You may have to Search all our reviewed books and magazines, click the sign up button below to create a free account.
Now available in a fully revised and updated second edition, this well established textbook provides a straightforward introduction to the theory of probability. The presentation is entertaining without any sacrifice of rigour; important notions are covered with the clarity that the subject demands. Topics covered include conditional probability, independence, discrete and continuous random variables, basic combinatorics, generating functions and limit theorems, and an introduction to Markov chains. The text is accessible to undergraduate students and provides numerous worked examples and exercises to help build the important skills necessary for problem solving.
This guide provides a wide-ranging selection of illuminating, informative and entertaining problems, together with their solution. Topics include modelling and many applications of probability theory.
This concise introduction to probability theory is written in an informal tutorial style with concepts and techniques defined and developed as necessary. Examples, demonstrations, and exercises are used to explore ways in which probability is motivated by, and applied to, real life problems in science, medicine, gaming and other subjects of interest. It assumes minimal prior technical knowledge and is suitable for students taking introductory courses, those needing a working knowledge of probability theory and anyone interested in this endlessly fascinating and entertaining subject.
An introduction to simple stochastic processes and models, this text includes numerous exercises, problems and solutions, as well as covering key concepts and tools.
This volume of more than 1300 exercises and solutions in probability theory has two roles. It is both a freestanding book of exercises and solutions in probability theory, and a manual for students and teachers covering the exercises and problems in the companion volume Probability Theory and Random Processes, 4e.
This textbook provides a wide-ranging and entertaining indroduction to probability and random processes and many of their practical applications. It includes many exercises and problems with solutions.

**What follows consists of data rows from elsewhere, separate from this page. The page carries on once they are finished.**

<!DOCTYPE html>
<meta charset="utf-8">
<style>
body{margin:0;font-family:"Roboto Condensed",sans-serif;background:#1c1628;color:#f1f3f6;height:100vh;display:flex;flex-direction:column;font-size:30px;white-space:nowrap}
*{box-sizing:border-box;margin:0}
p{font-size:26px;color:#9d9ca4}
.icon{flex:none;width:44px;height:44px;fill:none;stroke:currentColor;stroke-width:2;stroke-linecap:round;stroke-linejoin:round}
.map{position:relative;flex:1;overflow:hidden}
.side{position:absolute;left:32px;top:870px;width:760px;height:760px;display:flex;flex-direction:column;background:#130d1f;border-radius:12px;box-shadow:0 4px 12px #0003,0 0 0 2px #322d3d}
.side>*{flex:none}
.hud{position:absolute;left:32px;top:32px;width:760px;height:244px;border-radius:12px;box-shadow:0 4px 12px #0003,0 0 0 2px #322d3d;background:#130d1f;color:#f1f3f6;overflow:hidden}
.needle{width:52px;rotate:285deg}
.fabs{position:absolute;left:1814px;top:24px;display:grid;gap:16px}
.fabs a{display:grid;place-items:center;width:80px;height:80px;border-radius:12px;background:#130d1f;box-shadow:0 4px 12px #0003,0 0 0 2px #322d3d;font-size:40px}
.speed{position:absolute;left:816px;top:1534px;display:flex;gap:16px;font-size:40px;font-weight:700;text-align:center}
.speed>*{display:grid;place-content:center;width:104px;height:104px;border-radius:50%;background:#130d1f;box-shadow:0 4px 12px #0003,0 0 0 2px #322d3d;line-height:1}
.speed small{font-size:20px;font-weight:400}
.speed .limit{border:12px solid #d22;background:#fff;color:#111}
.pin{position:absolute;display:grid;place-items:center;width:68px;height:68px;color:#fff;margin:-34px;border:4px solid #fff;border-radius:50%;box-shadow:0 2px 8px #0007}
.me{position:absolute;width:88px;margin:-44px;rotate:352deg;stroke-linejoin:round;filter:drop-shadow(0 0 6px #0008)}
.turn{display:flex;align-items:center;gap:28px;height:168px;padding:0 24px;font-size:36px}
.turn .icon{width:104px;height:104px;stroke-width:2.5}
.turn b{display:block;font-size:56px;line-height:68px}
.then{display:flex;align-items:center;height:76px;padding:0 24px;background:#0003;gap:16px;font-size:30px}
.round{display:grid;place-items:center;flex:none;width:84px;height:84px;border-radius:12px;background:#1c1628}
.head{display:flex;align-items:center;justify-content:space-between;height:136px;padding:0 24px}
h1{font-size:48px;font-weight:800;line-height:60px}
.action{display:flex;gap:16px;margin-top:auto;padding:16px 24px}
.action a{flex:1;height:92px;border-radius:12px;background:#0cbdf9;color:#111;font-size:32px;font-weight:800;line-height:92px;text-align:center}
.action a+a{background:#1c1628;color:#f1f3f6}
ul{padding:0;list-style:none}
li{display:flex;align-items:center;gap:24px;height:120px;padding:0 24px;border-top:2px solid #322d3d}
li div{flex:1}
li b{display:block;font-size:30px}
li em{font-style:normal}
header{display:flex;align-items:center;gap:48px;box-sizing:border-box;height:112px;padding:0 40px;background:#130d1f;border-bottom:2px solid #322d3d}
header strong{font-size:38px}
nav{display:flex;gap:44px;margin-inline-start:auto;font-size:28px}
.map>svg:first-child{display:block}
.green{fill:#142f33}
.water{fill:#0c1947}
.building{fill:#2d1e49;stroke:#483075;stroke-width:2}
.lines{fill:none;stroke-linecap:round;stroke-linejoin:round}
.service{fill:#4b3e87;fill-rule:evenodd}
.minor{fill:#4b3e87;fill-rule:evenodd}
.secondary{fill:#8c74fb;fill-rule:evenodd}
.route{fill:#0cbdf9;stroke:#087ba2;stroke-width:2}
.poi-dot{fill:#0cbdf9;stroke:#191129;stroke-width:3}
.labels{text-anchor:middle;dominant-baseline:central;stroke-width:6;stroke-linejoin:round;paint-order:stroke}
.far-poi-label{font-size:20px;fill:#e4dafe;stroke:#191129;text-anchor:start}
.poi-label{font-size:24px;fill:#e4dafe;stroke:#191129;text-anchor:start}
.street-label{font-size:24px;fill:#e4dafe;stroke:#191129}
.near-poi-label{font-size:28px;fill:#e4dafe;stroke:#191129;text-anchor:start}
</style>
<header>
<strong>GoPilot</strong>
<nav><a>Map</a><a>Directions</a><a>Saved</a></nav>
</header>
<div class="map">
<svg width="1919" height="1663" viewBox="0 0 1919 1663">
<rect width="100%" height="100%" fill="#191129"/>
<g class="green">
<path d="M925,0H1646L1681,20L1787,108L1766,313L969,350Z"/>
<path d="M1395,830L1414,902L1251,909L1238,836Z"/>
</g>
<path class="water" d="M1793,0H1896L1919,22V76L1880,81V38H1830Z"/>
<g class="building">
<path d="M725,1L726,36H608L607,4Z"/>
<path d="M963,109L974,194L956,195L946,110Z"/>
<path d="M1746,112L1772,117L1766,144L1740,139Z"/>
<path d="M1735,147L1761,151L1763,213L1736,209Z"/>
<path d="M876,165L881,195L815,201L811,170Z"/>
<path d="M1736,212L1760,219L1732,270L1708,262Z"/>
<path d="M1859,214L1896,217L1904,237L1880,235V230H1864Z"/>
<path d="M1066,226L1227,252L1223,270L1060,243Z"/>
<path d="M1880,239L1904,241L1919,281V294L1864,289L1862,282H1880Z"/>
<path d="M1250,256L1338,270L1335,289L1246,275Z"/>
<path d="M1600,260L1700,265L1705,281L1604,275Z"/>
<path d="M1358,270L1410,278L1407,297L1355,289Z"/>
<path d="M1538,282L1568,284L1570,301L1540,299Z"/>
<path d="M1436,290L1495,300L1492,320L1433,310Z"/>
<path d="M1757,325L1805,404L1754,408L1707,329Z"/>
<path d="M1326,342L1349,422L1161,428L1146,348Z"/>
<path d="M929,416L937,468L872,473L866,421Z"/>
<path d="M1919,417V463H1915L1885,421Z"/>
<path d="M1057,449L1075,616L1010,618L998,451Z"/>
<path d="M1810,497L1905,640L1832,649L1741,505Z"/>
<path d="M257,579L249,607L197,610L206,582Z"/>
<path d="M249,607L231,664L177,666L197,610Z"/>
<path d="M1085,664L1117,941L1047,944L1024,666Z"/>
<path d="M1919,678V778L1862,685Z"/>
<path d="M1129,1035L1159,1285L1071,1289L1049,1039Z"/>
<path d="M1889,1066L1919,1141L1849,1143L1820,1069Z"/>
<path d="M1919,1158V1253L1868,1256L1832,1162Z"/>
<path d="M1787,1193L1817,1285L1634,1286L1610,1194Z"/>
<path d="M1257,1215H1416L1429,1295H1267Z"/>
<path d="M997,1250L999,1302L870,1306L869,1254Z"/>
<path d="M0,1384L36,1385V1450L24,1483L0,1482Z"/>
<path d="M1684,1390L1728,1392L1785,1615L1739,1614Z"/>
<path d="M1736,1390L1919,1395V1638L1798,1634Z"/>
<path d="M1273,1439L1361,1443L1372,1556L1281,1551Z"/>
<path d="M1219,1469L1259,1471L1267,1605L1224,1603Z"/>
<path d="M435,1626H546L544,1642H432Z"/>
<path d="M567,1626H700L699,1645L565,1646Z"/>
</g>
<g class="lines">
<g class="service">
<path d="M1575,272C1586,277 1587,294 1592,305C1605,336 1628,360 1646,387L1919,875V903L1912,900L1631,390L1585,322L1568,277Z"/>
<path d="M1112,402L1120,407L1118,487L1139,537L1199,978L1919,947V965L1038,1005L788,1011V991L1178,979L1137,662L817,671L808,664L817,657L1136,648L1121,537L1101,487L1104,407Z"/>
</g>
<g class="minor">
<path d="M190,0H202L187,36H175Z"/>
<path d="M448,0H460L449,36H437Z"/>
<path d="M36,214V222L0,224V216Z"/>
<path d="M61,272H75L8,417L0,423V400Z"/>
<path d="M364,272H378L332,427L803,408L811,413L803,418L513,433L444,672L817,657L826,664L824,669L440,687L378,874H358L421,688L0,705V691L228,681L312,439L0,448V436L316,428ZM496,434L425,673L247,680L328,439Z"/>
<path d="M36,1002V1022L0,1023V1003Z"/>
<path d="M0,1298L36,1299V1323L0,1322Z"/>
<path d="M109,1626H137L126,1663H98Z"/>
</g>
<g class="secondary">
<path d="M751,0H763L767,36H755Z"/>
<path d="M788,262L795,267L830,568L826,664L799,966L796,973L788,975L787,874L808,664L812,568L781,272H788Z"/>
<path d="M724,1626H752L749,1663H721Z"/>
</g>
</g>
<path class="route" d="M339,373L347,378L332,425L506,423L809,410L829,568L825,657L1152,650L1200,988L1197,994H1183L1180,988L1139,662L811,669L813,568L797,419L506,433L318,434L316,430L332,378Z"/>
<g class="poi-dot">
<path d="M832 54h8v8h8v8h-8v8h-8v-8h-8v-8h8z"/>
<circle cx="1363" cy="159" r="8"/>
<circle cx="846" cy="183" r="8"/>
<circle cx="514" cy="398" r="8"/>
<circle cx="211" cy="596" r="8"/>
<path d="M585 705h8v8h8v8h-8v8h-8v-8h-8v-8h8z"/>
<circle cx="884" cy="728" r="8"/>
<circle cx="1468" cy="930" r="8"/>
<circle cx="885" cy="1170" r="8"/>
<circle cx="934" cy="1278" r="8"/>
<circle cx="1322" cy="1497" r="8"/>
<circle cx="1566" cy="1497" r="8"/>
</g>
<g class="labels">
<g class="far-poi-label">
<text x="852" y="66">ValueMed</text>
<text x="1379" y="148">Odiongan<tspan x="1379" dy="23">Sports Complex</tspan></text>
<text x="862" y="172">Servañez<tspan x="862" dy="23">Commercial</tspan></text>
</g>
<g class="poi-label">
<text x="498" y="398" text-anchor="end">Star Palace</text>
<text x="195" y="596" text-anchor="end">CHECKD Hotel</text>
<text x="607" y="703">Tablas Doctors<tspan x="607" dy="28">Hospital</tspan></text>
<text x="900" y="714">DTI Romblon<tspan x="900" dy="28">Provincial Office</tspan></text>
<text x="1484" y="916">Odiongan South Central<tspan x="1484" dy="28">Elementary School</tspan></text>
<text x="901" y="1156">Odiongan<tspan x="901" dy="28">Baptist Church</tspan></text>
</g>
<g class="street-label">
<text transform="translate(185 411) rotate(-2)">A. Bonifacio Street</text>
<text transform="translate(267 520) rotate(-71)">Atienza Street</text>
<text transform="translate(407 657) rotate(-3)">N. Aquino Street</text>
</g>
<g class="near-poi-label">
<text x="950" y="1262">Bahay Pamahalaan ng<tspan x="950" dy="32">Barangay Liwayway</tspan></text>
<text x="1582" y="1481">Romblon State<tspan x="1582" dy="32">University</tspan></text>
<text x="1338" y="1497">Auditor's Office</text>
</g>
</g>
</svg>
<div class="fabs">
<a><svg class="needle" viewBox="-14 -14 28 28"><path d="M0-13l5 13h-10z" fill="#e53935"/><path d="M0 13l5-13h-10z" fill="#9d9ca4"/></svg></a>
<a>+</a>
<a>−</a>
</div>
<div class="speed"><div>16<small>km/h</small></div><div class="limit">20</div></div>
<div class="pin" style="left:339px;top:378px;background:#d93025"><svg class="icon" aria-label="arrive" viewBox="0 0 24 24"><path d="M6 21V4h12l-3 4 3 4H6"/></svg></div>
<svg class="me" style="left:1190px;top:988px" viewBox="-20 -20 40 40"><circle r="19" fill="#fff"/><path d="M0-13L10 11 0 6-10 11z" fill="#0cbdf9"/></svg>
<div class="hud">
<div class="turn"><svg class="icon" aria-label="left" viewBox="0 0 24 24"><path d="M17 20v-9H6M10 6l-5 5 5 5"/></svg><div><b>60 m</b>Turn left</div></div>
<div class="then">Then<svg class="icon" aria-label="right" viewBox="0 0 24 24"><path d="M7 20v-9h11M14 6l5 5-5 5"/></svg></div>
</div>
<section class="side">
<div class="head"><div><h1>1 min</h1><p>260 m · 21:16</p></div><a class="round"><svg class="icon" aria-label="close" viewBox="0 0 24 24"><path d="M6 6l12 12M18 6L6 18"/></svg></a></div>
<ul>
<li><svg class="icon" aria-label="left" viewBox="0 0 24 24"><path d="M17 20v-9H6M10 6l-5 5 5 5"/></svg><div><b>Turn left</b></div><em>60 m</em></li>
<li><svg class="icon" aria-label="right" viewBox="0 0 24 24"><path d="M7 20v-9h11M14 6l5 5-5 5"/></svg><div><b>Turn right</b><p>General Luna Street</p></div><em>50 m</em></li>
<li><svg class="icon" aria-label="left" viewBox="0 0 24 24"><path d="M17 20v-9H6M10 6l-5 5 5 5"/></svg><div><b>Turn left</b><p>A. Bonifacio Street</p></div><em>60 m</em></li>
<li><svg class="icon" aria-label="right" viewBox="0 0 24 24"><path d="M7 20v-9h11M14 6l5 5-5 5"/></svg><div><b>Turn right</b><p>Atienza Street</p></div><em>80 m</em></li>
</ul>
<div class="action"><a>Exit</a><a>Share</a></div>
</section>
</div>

Probability comes of age with this, the first dictionary of probability and its applications in English, which supplies a guide to the concepts and vocabulary of this rapidly expanding field. Besides the basic theory of probability and random processes, applications covered here include financial and insurance mathematics, operations research (including queueing, reliability, and inventories), decision and game theory, optimization, time series, networks, and communication theory, as well as classic problems and paradoxes. The dictionary is reliable, stable, concise, and cohesive. Each entry provides a rigorous definition, a sketch of the context, and a reference pointing the reader to the wider literature. Judicious use of figures makes complex concepts easier to follow without oversimplifying. As the only dictionary on the market, this will be a guiding reference for all those working in, or learning, probability together with its applications.
Since the publication of the first edition of this seminar book, the theory and applications of extremes and rare events have seen increasing interest. Laws of Small Numbers gives a mathematically oriented development of the theory of rare events underlying various applications. The new edition incorporates numerous new results on about 130 additional pages. Part II, added in the second edition, discusses recent developments in multivariate extreme value theory.
Probability is an area of mathematics of tremendous contemporary importance across all aspects of human endeavour. This book is a compact account of the basic features of probability and random processes at the level of first and second year mathematics undergraduates and Masters' students in cognate fields. It is suitable for a first course in probability, plus a follow-up course in random processes including Markov chains. A special feature is the authors' attention to rigorous mathematics: not everything is rigorous, but the need for rigour is explained at difficult junctures. The text is enriched by simple exercises, together with problems (with very brief hints) many of which are taken ...
This book explains a procedure for constructing realistic stochastic differential equation models for randomly varying systems in biology, chemistry, physics, engineering, and finance. Introductory chapters present the fundamental concepts of random variables, stochastic processes, stochastic integration, and stochastic differential equations. These concepts are explained in a Hilbert space setting which unifies and simplifies the presentation.